1 Florida (32-2, Southeastern champion)
16 Play-in winner (See matchup below)
Can you say "Gator bait"? Whoever wins the play-in game will have effectively played its way out of the tournament by Thursday.
8 Colorado (23-11, at-large)
9 Pittsburgh (25-9, at-large)
Colorado has struggled since Spencer Dinwiddie suffered a season-ending injury Jan. 12. Pittsburgh will try to do the ACC proud.
5 Virginia Commonwealth (26-8, at-large)
12 Stephen F. Austin (31-2, Southland champion)
It's the battle of the underdogs! VCU has the cachet after its Final Four appearance in 2011; Stephen F. Austin wants to get there.
4 UCLA (26-8, Pac-12 champion)
13 Tulsa (21-12, Conference USA champion)
Historians may recall that fourth-seeded UCLA lost to 13th-seeded Princeton in 1996. Fortunately for the Bruins, this isn't 1996.
6 Ohio State (25-9, at-large)
11 Dayton (23-10, at-large)
Which Buckeyes will show up, the bunch that started 15-0 or the ones who lost five of their next six? Dayton's just happy to be here.
3 Syracuse (27-5, at-large)
14 Western Michigan (23-9, Mid-American champion)
Those who believe in symmetry will predict that the fading Orange lose; those who root for the Broncos will agree.
7 New Mexico (27-6, Mountain West champion)
10 Stanford (21-12, at-large)
Johnny Dawkins probably secured a future as Stanford's coach by getting here. New Mexico intends to make sure it's a short stay.
2 Kansas (24-9, at-large)
15 Eastern Kentucky (24-9, Ohio Valley champion)
NBA teams interested in Joel Embiid would like to see him play in the tournament. That would entail a few Jayhawks victories.
Albany (18-14, Northeastern champion)
Mount St. Mary's (16-16, America East champion)
Some things never change: Mount St. Mary's has been seeded No. 16 in each of its four tournament appearances and Albany is 0-3 in its appearances.
Inspecting the top seeds
1 FLORIDA: We're No. 1! At least going into the tournament. The overall top-seeded Gators have won 26 consecutive games after rolling through the SEC regular season and tournament unbeaten.
2 KANSAS: Even without freshman center Joel Embiid, expected to miss the opening weekend with a stress fracture in his back, the Jayhawks have enough talent for a deep tournament run.
3 SYRACUSE: The Orange will try to end the breaking bad theme after going 2-5 following a 25-0 start. One reason for drop-off: Syracuse made 18 of 77 (23.4%) three-point shots in the losses.

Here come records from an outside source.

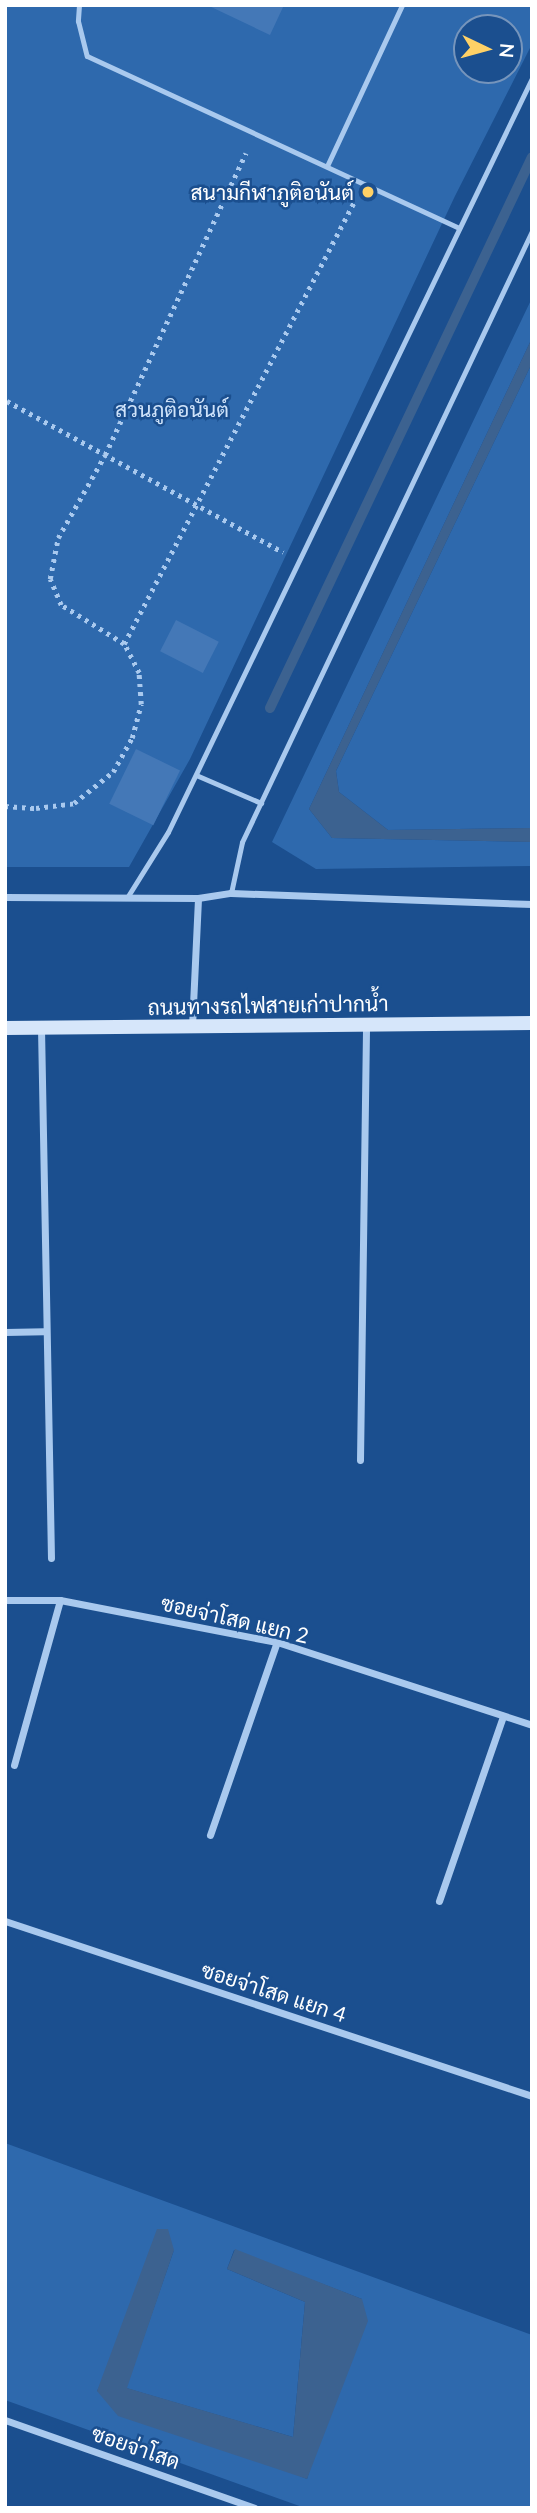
<!DOCTYPE html>
<html>
<head>
<meta charset="utf-8">
<style>
  body { margin:0 }
  #map { position:relative; width:537px; height:2513px; overflow:hidden; background:#1b4f8f; font-family:Lato,Sarabun,sans-serif }
  div>[style] { position:absolute }
  .green>* { inset:0; background:#2e69ad }
  .water>* { inset:0; background:#3c6290 }
  .stream>* { height:10px; margin:-5px; padding:0 5px; transform-origin:5px; border-radius:5px; background:#3c6290 }
  .building>* { inset:0; background:#4478b7; transform-origin:0 0 }
  .path>* { height:4.5px; margin-top:-2.25px; transform-origin:0; background:repeating-linear-gradient(90deg,#a9c9ee 0 3.5px,transparent 0 8.5px) }
  .lane>* { height:5px; margin:-2.5px; padding:0 2.5px; transform-origin:2.5px; border-radius:2.5px; background:#a9c9ee }
  .street>* { height:7px; margin:-3.5px; padding:0 3.5px; transform-origin:3.5px; border-radius:3.5px; background:#a9c9ee }
  .secondary>* { height:14px; margin:-7px; padding:0 7px; transform-origin:7px; border-radius:7px; background:#d6e6fa }
  .dots>* { width:19px; height:19px; translate:-50% -50%; box-sizing:border-box; border:4px solid #1b4f8f; border-radius:50% }
  span { translate:-50% -50%; white-space:nowrap; text-align:center; line-height:1.15; -webkit-text-stroke:5px #1b4f8f; paint-order:stroke }
  .poi-label { font-size:21px; color:#fff }
  .right { translate:-100% -50%; text-align:right }
  .park-label { font-size:21px; color:#cfe3fa }
  .street-label { font-size:21px; color:#fff }
  .frame { position:absolute; inset:0; border:7px solid #fff; pointer-events:none }
  .north { position:absolute; left:453px; top:14px; width:70px; height:70px; box-sizing:border-box; background:#1b4f8f; border:2px solid #7695bc; border-radius:50%; rotate:95deg; font-size:19px; font-weight:700; line-height:28px; text-align:center; color:#fff }
  .north::after { content:''; display:block; margin:auto; width:24px; height:32px; background:#ffd166; clip-path:polygon(50% 0,100% 100%,50% 72%,0 100%) }
</style>
</head>
<body>
<div id="map">
  <div class="green">
    <div style="clip-path:polygon(evenodd,5px 5px,532px 5px,532px 44px,455px 196px,190px 759px,129px 867px,5px 867px,5px 5px,467px 28px,509px 28px,509px 70px,467px 70px,467px 28px)"></div>
    <div style="clip-path:polygon(532px 298px,532px 338px,309px 809px,332px 838px,532px 842px,532px 866px,316px 869px,272px 842px)"></div>
    <div style="clip-path:polygon(532px 363px,532px 828px,388px 830px,339px 792px,336px 771px)"></div>
    <div style="clip-path:polygon(evenodd,5px 2143px,532px 2335px,532px 2508px,305px 2508px,5px 2400px,5px 2143px,174px 2250px,126px 2388px,293px 2437px,305px 2302px,227px 2269px,234px 2250px,362px 2299px,307px 2479px,97px 2391px,174px 2250px)"></div>
  </div>
  <div class="water">
    <div style="clip-path:polygon(532px 338px,532px 363px,336px 771px,339px 792px,388px 830px,532px 828px,532px 842px,332px 838px,309px 809px)"></div>
    <div style="clip-path:polygon(157px 2229px,168px 2229px,174px 2250px,127px 2388px,293px 2437px,305px 2302px,227px 2269px,235px 2249px,362px 2299px,368px 2321px,307px 2479px,118px 2416px,97px 2391px)"></div>
  </div>
  <div class="stream">
    <div style="left:270px;top:708px;width:610px;rotate:-64.57deg"></div>
  </div>
  <div class="building">
    <div style="clip-path:polygon(207px 5px,284px 5px,270px 35px)"></div>
    <div style="left:176px;top:620px;width:48px;height:35px;rotate:27deg"></div>
    <div style="left:136px;top:749px;width:49px;height:61px;rotate:26deg"></div>
  </div>
  <div class="path">
    <div style="left:7px;top:401px;width:315px;rotate:28.7deg"></div>
    <div style="left:124px;top:644px;width:497px;rotate:-62.5deg"></div>
    <div style="left:5px;top:806px;width:31px;rotate:4deg"></div>
    <div style="left:36px;top:808px;width:38px;rotate:-7deg"></div>
    <div style="left:74px;top:803px;width:50px;rotate:-38.5deg"></div>
    <div style="left:113px;top:772px;width:39px;rotate:-61deg"></div>
    <div style="left:132px;top:738px;width:35px;rotate:-75deg"></div>
    <div style="left:141px;top:704px;width:31px;rotate:-94deg"></div>
    <div style="left:139px;top:673px;width:33px;rotate:-117deg"></div>
    <div style="left:124px;top:644px;width:74px;rotate:-148.2deg"></div>
    <div style="left:61px;top:605px;width:28px;rotate:-113deg"></div>
    <div style="left:50px;top:579px;width:42px;rotate:-79deg"></div>
    <div style="left:58px;top:538px;width:95px;rotate:-60.5deg"></div>
    <div style="left:105px;top:455px;width:333px;rotate:-65deg"></div>
  </div>
  <div class="lane">
    <div style="left:79px;top:5px;width:16px;rotate:94deg"></div>
    <div style="left:78px;top:21px;width:36px;rotate:76deg"></div>
    <div style="left:87px;top:56px;width:410px;rotate:24.8deg"></div>
    <div style="left:327px;top:166px;width:178px;rotate:-65deg"></div>
    <div style="left:196px;top:775px;width:71px;rotate:23.3deg"></div>
    <div style="left:231px;top:893px;width:52px;rotate:-77.8deg"></div>
    <div style="left:242px;top:842px;width:676px;rotate:-64.61deg"></div>
    <div style="left:128px;top:896px;width:75px;rotate:-58deg"></div>
    <div style="left:168px;top:832px;width:837px;rotate:-64.23deg"></div>
  </div>
  <div class="street">
    <div style="left:5px;top:897px;width:193px;rotate:0.3deg"></div>
    <div style="left:198px;top:898px;width:33px;rotate:-9deg"></div>
    <div style="left:231px;top:893px;width:301px;rotate:2.1deg"></div>
    <div style="left:192px;top:1026px;width:128px;rotate:-87.3deg"></div>
    <div style="left:41px;top:1028px;width:530px;rotate:88.92deg"></div>
    <div style="left:5px;top:1332px;width:39px;rotate:-1deg"></div>
    <div style="left:360px;top:1460px;width:435px;rotate:-89.2deg"></div>
    <div style="left:5px;top:1600px;width:55px"></div>
    <div style="left:60px;top:1600px;width:221px;rotate:11deg"></div>
    <div style="left:277px;top:1642px;width:268px;rotate:18deg"></div>
    <div style="left:14px;top:1765px;width:171px;rotate:-74.4deg"></div>
    <div style="left:210px;top:1835px;width:204px;rotate:-70.9deg"></div>
    <div style="left:439px;top:1901px;width:196px;rotate:-70.9deg"></div>
    <div style="left:5px;top:1921px;width:555px;rotate:18.37deg"></div>
    <div style="left:5px;top:2420px;width:265px;rotate:19.4deg"></div>
  </div>
  <div class="secondary">
    <div style="left:5px;top:1028px;width:527px;rotate:-0.54deg"></div>
  </div>
  <div class="dots">
    <div style="left:368px;top:192px;background:#ffd166"></div>
  </div>
  <div class="poi-label">
    <span class="right" style="left:354px;top:192px">สนามกีฬาภูติอนันต์</span>
  </div>
  <div class="park-label">
    <span style="left:172px;top:409px">สวนภูติอนันต์</span>
  </div>
  <div class="street-label">
    <span style="left:268px;top:1005px;rotate:-1deg">ถนนทางรถไฟสายเก่าปากน้ำ</span>
    <span style="left:235px;top:1619px;rotate:13deg">ซอยจ่าโสด แยก 2</span>
    <span style="left:274px;top:1992px;rotate:18deg">ซอยจ่าโสด แยก 4</span>
    <span style="left:136px;top:2447px;rotate:19deg">ซอยจ่าโสด</span>
  </div>
  <div class="frame"></div>
  <div class="north">N</div>
</div>
</body>
</html>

4 UCLA: Last time the Bruins opened the NCAA tournament in San Diego, in 2006, there was a bomb scare at Cox Arena. It was a good omen because they went on to the national title game.
Stephen F. Austin. The Lumberjacks have a 28-game winning streak, last losing on Nov. 23. So what if those victories came over Incarnate Word, Lamar and Elmhurst, among other no-name opponents? This team just wins, baby.
Andrew Wiggins, guard, Kansas
NBA general managers could outnumber fans whenever the phenom plays. Projected by many as the top pick in the draft, the 6-foot-8 freshman averaged 31 points over his last three games.
Tyler Ennis, guard, Syracuse
The 6-2 freshman's statistics — 12.7 points, 5.6 assists per game — may not overwhelm you, but his versatility will. He can shoot and handle the ball with a change-of-pace style that baffles defenders.
Kyle Anderson, guard, UCLA
Dismiss the 6-9 sophomore as too slow and unathletic at your own risk. He always seems to make the right play and possesses a toughness and savvy that cannot be measured.
Tulsa will have a large contingent of Kansas fans rooting for the Golden Hurricane, which faces UCLA. Former Kansas star Danny Manning coaches Tulsa and current Jayhawks Coach Bill Self guided the Golden Hurricane from 1997-2000.
Stanford is making its first tournament appearance since Brook and Robin Lopez helped the Cardinal get there in 2008.
UCLA probably would rather face anyone other than Florida in this regional; the Gators eliminated the Bruins in the national championship game in 2006, a national semifinal in 2007 and a third-round game in 2011.